Advertorial1092 Dilihat

Pati, www.suarahukum-news.com-Hasil penilaian Kementrian Keuangan untuk Laporan Keuangan Pertanggung Jawaban (LKPJ) APBD tahun 2021 di Kabupaten Pati atau Pemkab, dinilai tidak lulus.(30/03)

Hal itu disampaikan langsung Anggota Komisi B Anggota DPRD Kabupaten Pati dari Partai Golkar kepada media ini, Selasa (29/03) sekitar pukul 13.20 Wib di Hotel New Merdeka usai mengikuti kegiatan.

“Untuk pembahasan LKPJ saat ini agak lain dengan tahun sebelumnya, karena dibedah oleh masing-masing komisi. DPRD selama ini juga tidak mempunyai tim ahli untuk membedah Perda dan Ranperda, sehingga untuk kegiatan tidak bisa mengetahui secara detail,” ucap Sukarno seorang politisi dari Partai dengan lambang pohon beringin (Golkar) siang itu, Selasa (29/03).

Lebih lanjut Sukarno juga mengatakan, Adapun berdasarkan hasil penilaian pelaksanaan APBD tahun 2021 dari Kementrian Keuangan, Kabupaten Pati tidak lulus.
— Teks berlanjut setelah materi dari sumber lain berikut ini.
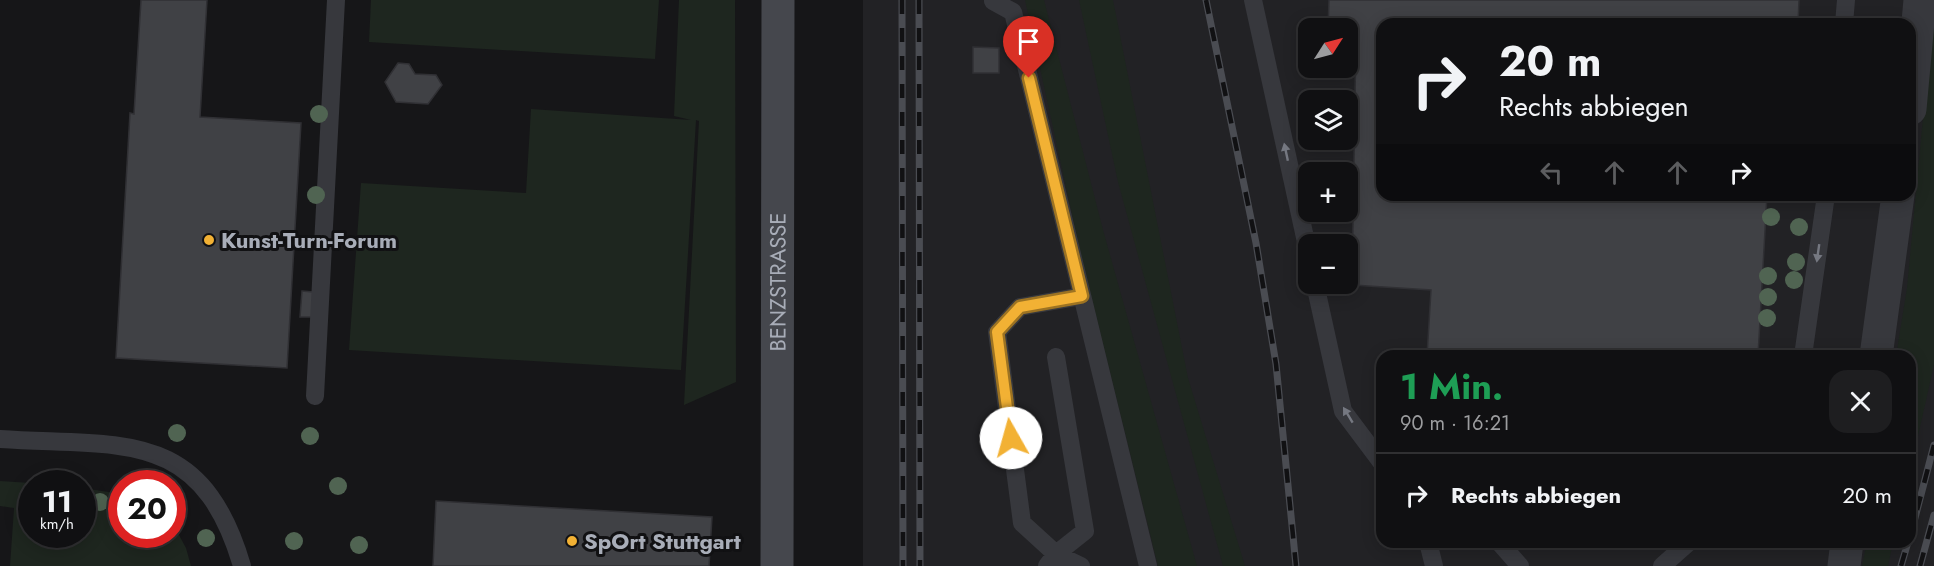 <!DOCTYPE html>
<html lang="de">
<meta charset="utf-8">
<style>
body{margin:0;font-family:Jost,sans-serif;background:#1e1e20;color:#f1f3f6;height:100vh;display:flex;flex-direction:column;font-size:22px;white-space:nowrap}
*{box-sizing:border-box;margin:0}
p{font-size:20px;color:#9c9d9f}
.icon{flex:none;width:33px;height:33px;fill:none;stroke:currentColor;stroke-width:2;stroke-linecap:round;stroke-linejoin:round}
.map{position:relative;flex:1;overflow:hidden}
.side{position:absolute;left:1376px;top:350px;width:540px;height:198px;display:flex;flex-direction:column;background:#101012;border-radius:18px;box-shadow:0 3px 15px #0003,0 0 0 2px #303032}
.side>*{flex:none}
.hud{position:absolute;left:1376px;top:18px;width:540px;height:183px;border-radius:18px;box-shadow:0 3px 15px #0003,0 0 0 2px #303032;background:#101012;color:#f1f3f6;overflow:hidden}
.needle{width:39px;rotate:54deg}
.fabs{position:absolute;left:1298px;top:18px;display:grid;gap:12px}
.fabs a{display:grid;place-items:center;width:60px;height:60px;border-radius:12px;background:#101012;box-shadow:0 3px 15px #0003,0 0 0 2px #303032;font-size:30px}
.speed{position:absolute;left:18px;top:470px;display:flex;gap:12px;font-size:30px;font-weight:700;text-align:center}
.speed>*{display:grid;place-content:center;width:78px;height:78px;border-radius:50%;background:#101012;box-shadow:0 3px 15px #0003,0 0 0 2px #303032;line-height:1}
.speed small{font-size:15px;font-weight:400}
.speed .limit{border:9px solid #d22;background:#fff;color:#111}
.pin{position:absolute;display:grid;place-items:center;width:51px;height:51px;color:#fff;margin:-62px -26px;border-radius:50% 50% 50% 0;rotate:-45deg;box-shadow:0 0 6px #0007}
.pin .icon{rotate:45deg}
.me{position:absolute;width:66px;margin:-33px;rotate:353deg;stroke-linejoin:round;filter:drop-shadow(0 0 4px #0008)}
.turn{display:flex;align-items:center;gap:21px;height:126px;padding:0 24px;font-size:27px}
.turn .icon{width:78px;height:78px;stroke-width:2.5}
.turn b{display:block;font-size:42px;line-height:51px}
.lanes{display:flex;align-items:center;height:57px;padding:0 24px;background:#0003;justify-content:center;gap:30px;direction:ltr}
.lanes .off{opacity:.35}
.round{display:grid;place-items:center;flex:none;width:63px;height:63px;border-radius:18px;background:#1e1e20}
.summary{display:flex;align-items:center;justify-content:space-between;height:102px;padding:0 24px}
h1{font-size:36px;font-weight:700;line-height:45px;color:#1e9e55}
ul{padding:0;list-style:none}
li{display:flex;align-items:center;gap:18px;height:84px;padding:0 24px;border-top:2px solid #303032}
li div{flex:1}
li b{display:block;font-size:22px}
li em{font-style:normal}
.map>svg:first-child{display:block}
.built{fill:#222225;fill-rule:evenodd}
.green{fill:#1e261f}
.building{fill:#404145;stroke:#303034;stroke-width:1.5}
.lines{fill:none;stroke-linecap:round;stroke-linejoin:round}
.lane{stroke:#37383d;stroke-width:18}
.street{stroke:#37383d;stroke-width:33}
.secondary{stroke:#45474d;stroke-width:33}
.rail-casing{stroke:#4a4c52;stroke-width:7}
.rail{stroke:#111113;stroke-width:4.5;stroke-dasharray:14;stroke-linecap:butt}
.tree{fill:#506452}
.oneway{fill:#757881}
.route-casing{stroke:#9d7322;stroke-width:15}
.route{stroke:#f2b134;stroke-width:10}
.poi-dot{fill:#f2b134;stroke:#111113;stroke-width:2}
.labels{text-anchor:middle;dominant-baseline:central;stroke-width:6;stroke-linejoin:round;paint-order:stroke}
.poi-label{font-size:22px;font-weight:bold;fill:#a8adb8;stroke:#111113;text-anchor:start}
.street-label{font-size:22px;fill:#a8adb8;stroke:#111113}
</style>
<div class="map">
<svg width="1934" height="566" viewBox="0 0 1934 566">
<rect width="100%" height="100%" fill="#161618"/>
<path class="built" d="M863,0h1071v566h-1071zM1382,24h528v171h-528zM1308,28h39v40h-39zM1308,100h39v40h-39zM1308,172h39v40h-39zM1308,244h39v40h-39zM1382,356h528v186h-528z"/>
<path class="green" d="M371,0h288l-4,59 -286,-17z
M679,0h56l1,382 -52,23 15,-284 -3,-1 -15,250 -332,-20 12,-167 165,10 5,-84 160,11 -17,-4z
M1025,0h19l59,230 94,336h-39l-79,-320z
M1079,0h34l75,378 57,188h-22l-105,-384z
M1934,0v365l-24,106v-115h-14l11,-68z
M0,481l31,2 1,51h50l1,-46 38,6 1,40h50l1,-10 13,24 5,18h-181l4,-58 -14,-2z
M1867,542h26l-5,24h-26z"/>
<path class="building" d="M141,0h66l-7,117 101,6 -14,245 -171,-10 14,-245 4,1z
M1329,0h470l-1,24h-416v171h385l-9,161h-331l4,-66 -79,-5 4,-251h-9v-6h-19z
M973,47l26,1v25h-26z
M398,63l11,1 6,10 21,1 6,10 -14,19 -32,-2 -11,-20z
M302,291l11,1 -1,25h-12z
M436,501l276,16 -3,49h-276z"/>
<g class="lines">
<path class="lane" d="M1253,0l55,251
M993,1l20,11 135,554
M1844,24l2,-24
M1315,284l28,127 39,52
M1803,356l23,-161
M315,396l21,-396
M0,439c120,8 201,-13 242,127
M1428,542l6,24
M1499,542l21,24
M1047,566l9,-12 29,-23 -29,-174
M1081,566l-25,-12 -34,-31 -25,-191 23,-25 62,-11
M1662,566l27,-24"/>
<path class="street" d="M1910,109l10,-109
M1876,356l22,-161
M1844,566l3,-24"/>
<path class="secondary" id="s1" d="M777,566l1,-566"/>
<g class="rail-casing">
<path id="rail" d="M902,0l1,566
M919,0l1,566
M1206,0l50,243 20,121 20,202
M1910,537l24,-92
M1901,566l7,-24
M1920,566l14,-51"/>
</g>
<use href="#rail" class="rail"/>
</g>
<g class="tree">
<circle cx="319" cy="114" r="9"/>
<circle cx="316" cy="195" r="9"/>
<circle cx="1771" cy="217" r="9"/>
<circle cx="1799" cy="227" r="9"/>
<circle cx="1796" cy="262" r="9"/>
<circle cx="1768" cy="276" r="9"/>
<circle cx="1794" cy="280" r="9"/>
<circle cx="1768" cy="297" r="9"/>
<circle cx="1767" cy="318" r="9"/>
<circle cx="177" cy="433" r="9"/>
<circle cx="310" cy="436" r="9"/>
<circle cx="338" cy="486" r="9"/>
<circle cx="100" cy="502" r="9"/>
<circle cx="206" cy="538" r="9"/>
<circle cx="294" cy="541" r="9"/>
<circle cx="359" cy="545" r="9"/>
</g>
<defs><path id="oneway-solid" d="M-6-.8H1V-3.2L6.5 0L1 3.2V.8H-6Z" transform="scale(1.5)"/></defs>
<g class="oneway">
<use href="#oneway-solid" transform="translate(1286 152) rotate(-102)"/>
<use href="#oneway-solid" transform="translate(1818 253) rotate(98)"/>
<use href="#oneway-solid" transform="translate(1348 415) rotate(-121)"/>
</g>
<g class="lines">
<g class="route-casing">
<path id="route" d="M1011,438l-14,-106 23,-25 62,-11 -53,-218"/>
</g>
<use href="#route" class="route"/>
</g>
<g class="poi-dot">
<circle cx="209" cy="240" r="6"/>
<circle cx="572" cy="541" r="6"/>
</g>
<g class="labels">
<g class="poi-label">
<text x="221" y="240">Kunst-Turn-Forum</text>
<text x="584" y="541">SpOrt Stuttgart</text>
</g>
<g class="street-label">
<text stroke="none"><textPath href="#s1" startOffset="284">BENZSTRASSE</textPath></text>
</g>
</g>
</svg>
<div class="fabs">
<a><svg class="needle" viewBox="-14 -14 28 28"><path d="M0-13l5 13h-10z" fill="#e53935"/><path d="M0 13l5-13h-10z" fill="#9c9d9f"/></svg></a>
<a><svg class="icon" aria-label="layers" viewBox="0 0 24 24"><path d="M12 4l9 5-9 5-9-5zM3 14l9 5 9-5"/></svg></a>
<a>+</a>
<a>−</a>
</div>
<div class="speed"><div>11<small>km/h</small></div><div class="limit">20</div></div>
<div class="pin" style="left:1029px;top:78px;background:#d93025"><svg class="icon" aria-label="arrive" viewBox="0 0 24 24"><path d="M6 21V4h12l-3 4 3 4H6"/></svg></div>
<svg class="me" style="left:1011px;top:438px" viewBox="-20 -20 40 40"><circle r="19" fill="#fff"/><path d="M0-13L10 11 0 6-10 11z" fill="#f2b134"/></svg>
<div class="hud">
<div class="turn"><svg class="icon" aria-label="right" viewBox="0 0 24 24"><path d="M7 20v-9h11M14 6l5 5-5 5"/></svg><div><b>20 m</b>Rechts abbiegen</div></div>
<div class="lanes"><svg class="icon off" aria-label="left" viewBox="0 0 24 24"><path d="M17 20v-9H6M10 6l-5 5 5 5"/></svg><svg class="icon off" aria-label="ahead" viewBox="0 0 24 24"><path d="M12 20V5M6 11l6-6 6 6"/></svg><svg class="icon off" aria-label="ahead" viewBox="0 0 24 24"><path d="M12 20V5M6 11l6-6 6 6"/></svg><svg class="icon" aria-label="right" viewBox="0 0 24 24"><path d="M7 20v-9h11M14 6l5 5-5 5"/></svg></div>
</div>
<section class="side">
<div class="summary"><div><h1>1 Min.</h1><p>90 m · 16:21</p></div><a class="round"><svg class="icon" aria-label="close" viewBox="0 0 24 24"><path d="M6 6l12 12M18 6L6 18"/></svg></a></div>
<ul>
<li><svg class="icon" aria-label="right" viewBox="0 0 24 24"><path d="M7 20v-9h11M14 6l5 5-5 5"/></svg><div><b>Rechts abbiegen</b></div><em>20 m</em></li>
</ul>
</section>
</div>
“Pasalnya, Dari hasil penilaian yang didapat misalnya, untuk nilai A cuma 1 soal penanganan stanting, air bersih dengan nilai B, keterlibatan publik dengan nilai C, sementara untuk nilai A hanya 1 dan nilai B ada 4, sedangkan lainnya C dan D, bahkan ada yang Disclaimer,” terangnya.

Sejauh ini, Lanjutnya, DPRD tahunya hanya anggaran, misalnya dari dinas a, kalau terserap maksimal itu dianggap baik.

“Padahal anggaran itu kan ada input, output, outcamp, impac, sehingga dalam pengelolaannya untuk dampak dari program itu. Di masyarakat kayak apa, yang itu kadang-kadang belum ada kajian,” katanya.

Masing-masing dinas, masih kata Sukarno, Pada umumnya untuk tolak ukur dari anggaran, biasanya dapat terserap apa tidak, outcampnya bagiamana dan impacnya ke masyarakat selama ini.

“DPRD Komisi A Kabupaten Pati sudah membuat pandangan, namun ini hanya laporan keterangan pertanggung jawaban (LKPJ) itu kelemahannya, ada sisi positif pada saat LPJ, dan ada sisi negatif yaitu kalau DPRD mempunyai kewenangan,” tandasnya.